I wrote this letter to the Washington Post (email@example.com) after reading their Endorsement for Mayor Fenty in the upcoming election:
In your recent endorsement for Mayor Fenty ( http://www.washingtonpost.com/wp-dyn/content/article/2010/07/30/AR2010073003145.html ), something I did not see mentioned was what Mayor Fenty did with Information Technology. I am a part-time MBA student of the University of Maryland Robert H. Smith School of Business and in a previous semester, I did a paper on the DC Government’s Office of the CTO (OCTO as they call themselves) for a class project. The current Federal CIO Vivek Kundra was the DC CTO prior to his role and it was what Mr. Kundra did with IT in DC that led him to his promotion. When Mr. Kundra left the DC Government, Chris Willey became the interim CTO. And since he was a Smith Alum, It was through him that I had the chance to do my paper on this subject and find out what exactly Mayor Fenty and Vivek Kundra did together.
The objective was to foster better relations with the public by promoting transparency and access of data to the public. The start of this initiative was in 2007 after Mayor Fenty became mayor. In his experience as a councilman, he felt there was not enough accessible data for the government and public. He wanted uncompromised, raw data for the public. A short time later he brought Vivek Kundra aboard and they got started on Mr. Fenty’s initiatives. First CAPSTAT (modeled after Baltimore’s Citistat) was formed. These were one-hour sessions that were videocast online that occurred at least once a week where Mayor Fenty and executives were brought in to discuss performance and ways to improve.
Next they took the data from the city’s data warehouse (CityDW) (an IT initiative started during Mayor Williams’s term) and made it public using feeds. This was a worry because of the data not being clean and easily leading to misinterpretation. However, Mr. Fenty insisted on this still being carried out.
In late 2008, after realizing that ways to use the data feeds were limited, the Apps for Democracy contest was held to come up with a solution.

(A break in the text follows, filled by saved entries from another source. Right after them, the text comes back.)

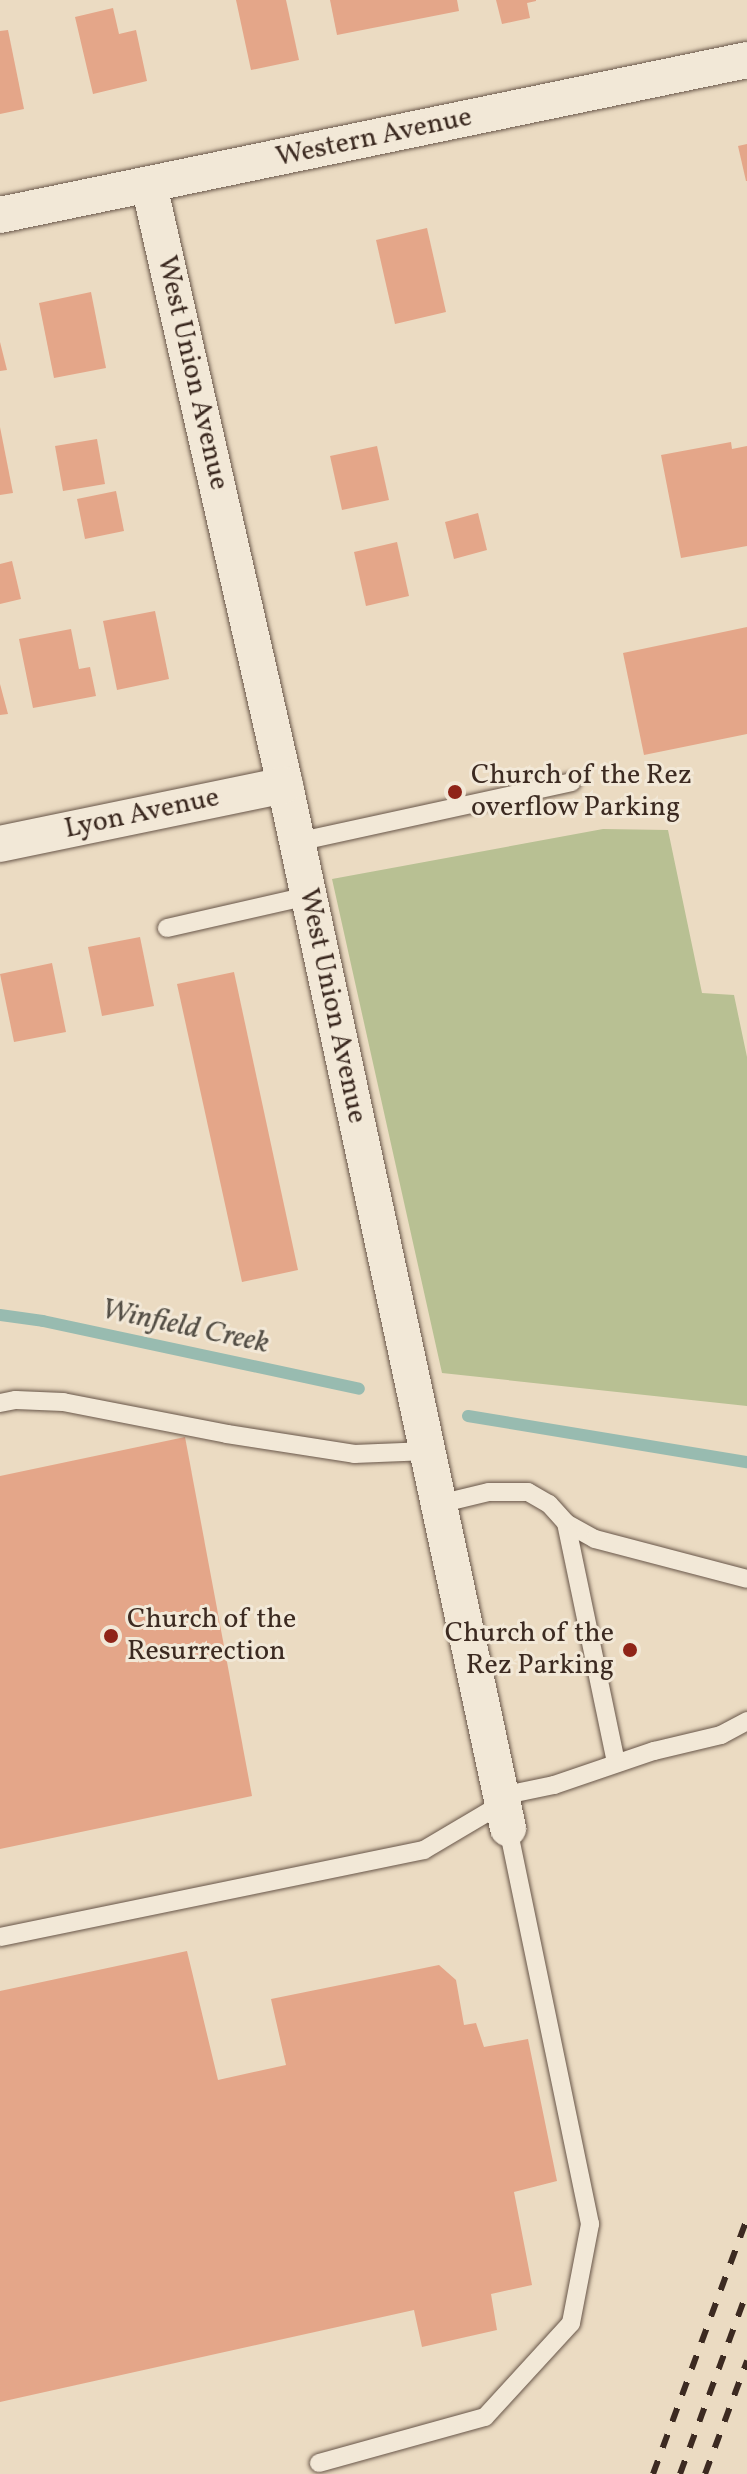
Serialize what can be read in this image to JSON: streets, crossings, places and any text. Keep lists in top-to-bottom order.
{
  "streets": {
    "street": ["Western Avenue", "West Union Avenue", "Lyon Avenue"]
  },
  "crossings": [
    ["Western Avenue", "West Union Avenue"],
    ["West Union Avenue", "Lyon Avenue"]
  ],
  "water": ["Winfield Creek"],
  "places": ["Church of the Rez overflow Parking", "Church of the Resurrection", "Church of the Rez Parking"]
}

This $50,000 contest is estimated to have saved $2.6 million in internal development costs. Another contest was held in 2009. Now there is a DC App store.
The Harvard University’s Ash Institute recognized as the winner of the 2009 Innovations in American Government Award in Urban Policy. The award is very appropriate because it was started in 1985 as a result of concern about trust of government.
Mr. Willey informed me of next steps to create a web-based marketplace where the buyer would be the DC Government and the seller would be the public. Through this, the DC Government can put needs in a public sphere (for example, Mr. Willey specifically mentions a data catalogue need he has) and consider solutions from more sources. Some solutions could even be free, allowing the government to take advantage of developers who have a degree of citizenship and e-volunteerism.
One last thing worth mentioning is that Mayor Fenty also pushed OCTO’s role by making them manage the School System’s IT. This helped him marry his two initiatives: Transparency and education reform.